● **TASK TO CARRY OUT**:
Take the records below and print them verbatim up to and including the line that carries "0 2px,transparent 0".

SOURCE DATA START

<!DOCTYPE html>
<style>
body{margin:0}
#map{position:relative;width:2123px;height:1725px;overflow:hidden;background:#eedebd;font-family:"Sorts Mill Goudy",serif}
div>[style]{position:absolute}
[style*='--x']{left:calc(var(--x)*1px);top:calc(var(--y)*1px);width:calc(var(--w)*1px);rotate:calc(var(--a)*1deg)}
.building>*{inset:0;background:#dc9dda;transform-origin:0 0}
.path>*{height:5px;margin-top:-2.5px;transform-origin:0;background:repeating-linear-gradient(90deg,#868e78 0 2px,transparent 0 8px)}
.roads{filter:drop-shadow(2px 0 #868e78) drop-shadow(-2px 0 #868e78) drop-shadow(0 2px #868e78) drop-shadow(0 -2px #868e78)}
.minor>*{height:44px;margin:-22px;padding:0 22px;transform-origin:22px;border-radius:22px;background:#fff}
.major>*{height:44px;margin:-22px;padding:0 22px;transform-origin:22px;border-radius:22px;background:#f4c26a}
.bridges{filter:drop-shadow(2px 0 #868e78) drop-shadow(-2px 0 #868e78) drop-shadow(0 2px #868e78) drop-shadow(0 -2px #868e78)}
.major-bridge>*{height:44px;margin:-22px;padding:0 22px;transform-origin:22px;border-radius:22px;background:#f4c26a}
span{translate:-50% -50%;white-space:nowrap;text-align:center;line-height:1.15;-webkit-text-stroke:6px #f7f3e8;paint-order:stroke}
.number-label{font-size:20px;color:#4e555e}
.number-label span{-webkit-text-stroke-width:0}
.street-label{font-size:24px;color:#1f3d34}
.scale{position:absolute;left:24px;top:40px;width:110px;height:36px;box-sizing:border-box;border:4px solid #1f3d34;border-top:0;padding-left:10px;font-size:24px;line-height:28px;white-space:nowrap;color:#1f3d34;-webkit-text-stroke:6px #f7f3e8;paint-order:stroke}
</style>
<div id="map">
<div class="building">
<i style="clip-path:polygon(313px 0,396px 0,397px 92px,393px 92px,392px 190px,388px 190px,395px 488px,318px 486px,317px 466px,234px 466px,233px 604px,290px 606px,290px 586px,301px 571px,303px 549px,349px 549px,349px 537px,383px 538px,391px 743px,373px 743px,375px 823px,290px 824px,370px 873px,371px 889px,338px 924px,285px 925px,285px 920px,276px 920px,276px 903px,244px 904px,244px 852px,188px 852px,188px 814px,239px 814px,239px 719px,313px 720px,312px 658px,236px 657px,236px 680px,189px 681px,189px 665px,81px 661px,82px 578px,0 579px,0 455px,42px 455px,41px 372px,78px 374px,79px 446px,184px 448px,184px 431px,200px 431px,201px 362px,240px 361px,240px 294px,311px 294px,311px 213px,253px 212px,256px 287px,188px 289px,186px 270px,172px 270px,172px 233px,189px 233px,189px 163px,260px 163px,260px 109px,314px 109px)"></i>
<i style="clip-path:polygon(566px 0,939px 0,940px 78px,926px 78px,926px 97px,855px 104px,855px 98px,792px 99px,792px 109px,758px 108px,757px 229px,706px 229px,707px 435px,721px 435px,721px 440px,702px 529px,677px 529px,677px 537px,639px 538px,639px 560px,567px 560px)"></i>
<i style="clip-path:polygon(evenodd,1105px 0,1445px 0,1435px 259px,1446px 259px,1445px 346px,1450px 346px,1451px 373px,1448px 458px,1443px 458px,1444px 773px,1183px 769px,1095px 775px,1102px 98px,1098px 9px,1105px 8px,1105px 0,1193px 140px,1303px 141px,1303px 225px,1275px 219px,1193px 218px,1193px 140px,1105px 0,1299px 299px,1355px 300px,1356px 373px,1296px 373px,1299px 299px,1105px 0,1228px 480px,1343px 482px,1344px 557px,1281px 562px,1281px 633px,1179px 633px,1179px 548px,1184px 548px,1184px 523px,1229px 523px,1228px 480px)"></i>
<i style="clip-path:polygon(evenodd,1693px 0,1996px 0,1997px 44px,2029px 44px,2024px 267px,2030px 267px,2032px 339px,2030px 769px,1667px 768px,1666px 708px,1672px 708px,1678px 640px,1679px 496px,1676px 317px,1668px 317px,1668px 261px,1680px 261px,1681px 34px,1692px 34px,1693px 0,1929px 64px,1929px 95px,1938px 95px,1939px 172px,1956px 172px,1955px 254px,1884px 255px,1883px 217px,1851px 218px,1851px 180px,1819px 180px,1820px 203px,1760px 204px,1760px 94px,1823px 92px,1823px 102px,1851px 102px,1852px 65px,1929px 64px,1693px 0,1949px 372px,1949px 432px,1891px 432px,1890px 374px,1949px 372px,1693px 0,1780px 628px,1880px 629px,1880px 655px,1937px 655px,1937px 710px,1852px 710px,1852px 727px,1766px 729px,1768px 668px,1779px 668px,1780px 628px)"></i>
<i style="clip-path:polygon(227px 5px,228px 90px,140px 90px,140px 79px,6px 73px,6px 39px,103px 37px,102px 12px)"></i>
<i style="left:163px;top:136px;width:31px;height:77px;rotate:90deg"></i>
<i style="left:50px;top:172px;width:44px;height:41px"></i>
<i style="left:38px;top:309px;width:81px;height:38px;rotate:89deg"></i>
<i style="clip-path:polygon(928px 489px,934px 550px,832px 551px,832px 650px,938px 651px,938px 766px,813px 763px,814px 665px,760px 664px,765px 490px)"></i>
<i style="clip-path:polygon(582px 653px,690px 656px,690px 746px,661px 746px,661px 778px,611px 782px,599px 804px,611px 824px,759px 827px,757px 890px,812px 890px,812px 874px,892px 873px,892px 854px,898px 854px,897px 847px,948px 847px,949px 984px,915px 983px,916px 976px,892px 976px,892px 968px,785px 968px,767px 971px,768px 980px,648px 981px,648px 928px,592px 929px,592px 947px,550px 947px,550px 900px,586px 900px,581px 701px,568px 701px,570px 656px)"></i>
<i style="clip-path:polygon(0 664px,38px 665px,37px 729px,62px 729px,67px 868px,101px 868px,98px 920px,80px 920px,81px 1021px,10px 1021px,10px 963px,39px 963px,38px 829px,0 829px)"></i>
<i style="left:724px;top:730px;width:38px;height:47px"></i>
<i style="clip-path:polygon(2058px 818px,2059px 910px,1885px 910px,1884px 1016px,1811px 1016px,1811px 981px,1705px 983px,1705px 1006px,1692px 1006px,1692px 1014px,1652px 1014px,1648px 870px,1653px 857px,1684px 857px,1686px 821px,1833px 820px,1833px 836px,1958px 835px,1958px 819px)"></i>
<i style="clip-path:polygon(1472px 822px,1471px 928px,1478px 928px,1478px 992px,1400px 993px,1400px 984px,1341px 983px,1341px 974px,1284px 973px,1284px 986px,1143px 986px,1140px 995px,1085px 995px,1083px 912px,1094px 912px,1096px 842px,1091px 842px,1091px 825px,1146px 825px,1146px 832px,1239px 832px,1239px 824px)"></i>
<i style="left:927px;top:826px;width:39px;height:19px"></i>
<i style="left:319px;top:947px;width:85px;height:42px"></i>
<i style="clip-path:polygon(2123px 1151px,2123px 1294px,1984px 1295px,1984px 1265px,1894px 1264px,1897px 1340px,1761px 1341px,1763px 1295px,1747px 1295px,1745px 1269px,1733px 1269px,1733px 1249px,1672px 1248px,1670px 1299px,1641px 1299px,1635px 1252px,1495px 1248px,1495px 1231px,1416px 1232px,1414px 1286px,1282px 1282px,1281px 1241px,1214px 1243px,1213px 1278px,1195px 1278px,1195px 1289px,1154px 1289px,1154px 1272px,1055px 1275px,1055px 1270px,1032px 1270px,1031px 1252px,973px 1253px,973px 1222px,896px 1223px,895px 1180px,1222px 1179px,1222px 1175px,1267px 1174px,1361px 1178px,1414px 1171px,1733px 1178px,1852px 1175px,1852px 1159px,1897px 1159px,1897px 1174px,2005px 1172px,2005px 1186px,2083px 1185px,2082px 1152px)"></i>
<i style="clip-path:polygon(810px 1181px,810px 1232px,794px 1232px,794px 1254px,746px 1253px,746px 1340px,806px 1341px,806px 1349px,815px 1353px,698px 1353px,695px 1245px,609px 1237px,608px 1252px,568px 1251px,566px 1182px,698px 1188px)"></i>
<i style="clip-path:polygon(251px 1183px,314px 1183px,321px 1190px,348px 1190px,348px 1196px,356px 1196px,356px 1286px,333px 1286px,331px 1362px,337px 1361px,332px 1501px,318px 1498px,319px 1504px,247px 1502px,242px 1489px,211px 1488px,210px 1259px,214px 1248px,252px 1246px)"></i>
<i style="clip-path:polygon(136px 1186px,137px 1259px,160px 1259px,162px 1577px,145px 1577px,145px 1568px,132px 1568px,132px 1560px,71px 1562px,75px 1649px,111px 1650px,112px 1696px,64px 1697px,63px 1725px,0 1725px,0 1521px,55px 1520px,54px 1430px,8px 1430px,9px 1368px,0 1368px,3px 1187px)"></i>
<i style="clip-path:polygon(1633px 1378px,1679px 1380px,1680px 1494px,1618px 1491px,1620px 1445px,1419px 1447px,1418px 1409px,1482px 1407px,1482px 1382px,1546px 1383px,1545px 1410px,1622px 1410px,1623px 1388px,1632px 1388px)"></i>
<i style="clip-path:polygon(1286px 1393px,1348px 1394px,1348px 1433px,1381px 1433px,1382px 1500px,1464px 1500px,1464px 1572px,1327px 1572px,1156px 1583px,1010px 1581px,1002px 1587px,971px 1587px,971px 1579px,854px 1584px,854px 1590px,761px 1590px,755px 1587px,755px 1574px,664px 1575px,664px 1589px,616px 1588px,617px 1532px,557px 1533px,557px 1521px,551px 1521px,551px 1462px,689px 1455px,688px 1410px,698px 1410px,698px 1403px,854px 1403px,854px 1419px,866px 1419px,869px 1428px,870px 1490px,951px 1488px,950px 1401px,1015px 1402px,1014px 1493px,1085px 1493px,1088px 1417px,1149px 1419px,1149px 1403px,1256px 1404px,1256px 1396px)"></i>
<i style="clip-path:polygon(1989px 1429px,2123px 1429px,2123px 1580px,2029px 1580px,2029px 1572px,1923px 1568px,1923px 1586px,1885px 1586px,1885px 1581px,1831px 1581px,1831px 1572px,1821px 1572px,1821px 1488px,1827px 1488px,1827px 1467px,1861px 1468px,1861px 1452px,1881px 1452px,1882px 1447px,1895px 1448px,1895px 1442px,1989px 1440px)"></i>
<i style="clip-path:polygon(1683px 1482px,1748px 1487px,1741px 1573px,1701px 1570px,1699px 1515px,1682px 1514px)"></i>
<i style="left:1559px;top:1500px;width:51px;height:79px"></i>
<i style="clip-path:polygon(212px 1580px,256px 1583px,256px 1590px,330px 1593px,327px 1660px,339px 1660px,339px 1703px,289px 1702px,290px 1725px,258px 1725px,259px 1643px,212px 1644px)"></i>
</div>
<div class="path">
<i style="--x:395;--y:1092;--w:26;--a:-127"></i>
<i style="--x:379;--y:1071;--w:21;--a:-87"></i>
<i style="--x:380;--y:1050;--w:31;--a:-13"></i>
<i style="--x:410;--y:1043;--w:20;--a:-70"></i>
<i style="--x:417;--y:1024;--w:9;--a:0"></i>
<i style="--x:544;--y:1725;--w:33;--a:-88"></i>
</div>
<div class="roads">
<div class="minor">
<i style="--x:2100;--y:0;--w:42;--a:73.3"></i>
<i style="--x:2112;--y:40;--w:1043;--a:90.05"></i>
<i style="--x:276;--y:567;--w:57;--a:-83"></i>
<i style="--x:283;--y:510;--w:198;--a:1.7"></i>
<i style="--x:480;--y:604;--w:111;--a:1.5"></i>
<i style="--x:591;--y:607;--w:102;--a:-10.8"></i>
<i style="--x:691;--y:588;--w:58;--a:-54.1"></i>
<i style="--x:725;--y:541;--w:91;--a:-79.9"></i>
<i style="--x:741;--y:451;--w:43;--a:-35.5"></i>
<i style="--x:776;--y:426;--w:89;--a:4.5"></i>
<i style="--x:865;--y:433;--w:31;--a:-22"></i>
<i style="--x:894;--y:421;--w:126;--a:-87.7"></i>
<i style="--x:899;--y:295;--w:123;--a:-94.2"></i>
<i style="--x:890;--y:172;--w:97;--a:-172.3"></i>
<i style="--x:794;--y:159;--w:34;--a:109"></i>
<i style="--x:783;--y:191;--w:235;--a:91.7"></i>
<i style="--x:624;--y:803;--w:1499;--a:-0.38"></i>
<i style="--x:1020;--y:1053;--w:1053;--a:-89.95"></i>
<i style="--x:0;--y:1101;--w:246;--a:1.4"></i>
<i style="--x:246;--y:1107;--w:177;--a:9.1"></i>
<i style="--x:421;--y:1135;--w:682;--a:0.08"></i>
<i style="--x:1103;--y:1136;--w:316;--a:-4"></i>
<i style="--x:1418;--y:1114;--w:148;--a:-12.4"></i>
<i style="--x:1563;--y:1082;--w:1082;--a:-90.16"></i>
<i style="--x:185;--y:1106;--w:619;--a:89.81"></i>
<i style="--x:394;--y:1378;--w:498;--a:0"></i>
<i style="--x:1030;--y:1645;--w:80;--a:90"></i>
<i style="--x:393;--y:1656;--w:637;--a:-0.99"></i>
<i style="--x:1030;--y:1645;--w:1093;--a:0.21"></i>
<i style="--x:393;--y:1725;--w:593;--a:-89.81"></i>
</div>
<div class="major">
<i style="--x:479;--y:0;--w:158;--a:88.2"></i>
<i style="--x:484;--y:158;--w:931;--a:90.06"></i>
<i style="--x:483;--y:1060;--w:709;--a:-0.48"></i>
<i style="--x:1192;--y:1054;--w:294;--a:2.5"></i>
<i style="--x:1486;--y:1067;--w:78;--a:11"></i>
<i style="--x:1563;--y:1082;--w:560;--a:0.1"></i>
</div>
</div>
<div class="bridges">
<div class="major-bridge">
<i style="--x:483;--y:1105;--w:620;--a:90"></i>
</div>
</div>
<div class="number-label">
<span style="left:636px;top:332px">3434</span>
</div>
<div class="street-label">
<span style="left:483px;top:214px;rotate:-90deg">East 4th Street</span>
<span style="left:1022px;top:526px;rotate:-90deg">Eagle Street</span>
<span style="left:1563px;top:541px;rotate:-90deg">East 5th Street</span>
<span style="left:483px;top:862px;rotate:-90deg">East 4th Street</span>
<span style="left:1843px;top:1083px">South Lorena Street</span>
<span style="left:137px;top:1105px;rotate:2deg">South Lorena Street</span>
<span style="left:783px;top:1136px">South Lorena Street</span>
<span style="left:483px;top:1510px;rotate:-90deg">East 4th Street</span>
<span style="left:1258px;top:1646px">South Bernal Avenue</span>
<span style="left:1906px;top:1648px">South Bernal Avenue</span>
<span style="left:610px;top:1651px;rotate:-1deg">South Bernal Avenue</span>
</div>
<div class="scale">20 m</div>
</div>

SOURCE DATA END

● **TASK OUTPUT**:
<!DOCTYPE html>
<style>
body{margin:0}
#map{position:relative;width:2123px;height:1725px;overflow:hidden;background:#eedebd;font-family:"Sorts Mill Goudy",serif}
div>[style]{position:absolute}
[style*='--x']{left:calc(var(--x)*1px);top:calc(var(--y)*1px);width:calc(var(--w)*1px);rotate:calc(var(--a)*1deg)}
.building>*{inset:0;background:#dc9dda;transform-origin:0 0}
.path>*{height:5px;margin-top:-2.5px;transform-origin:0;background:repeating-linear-gradient(90deg,#868e78 0 2px,transparent 0 8px)}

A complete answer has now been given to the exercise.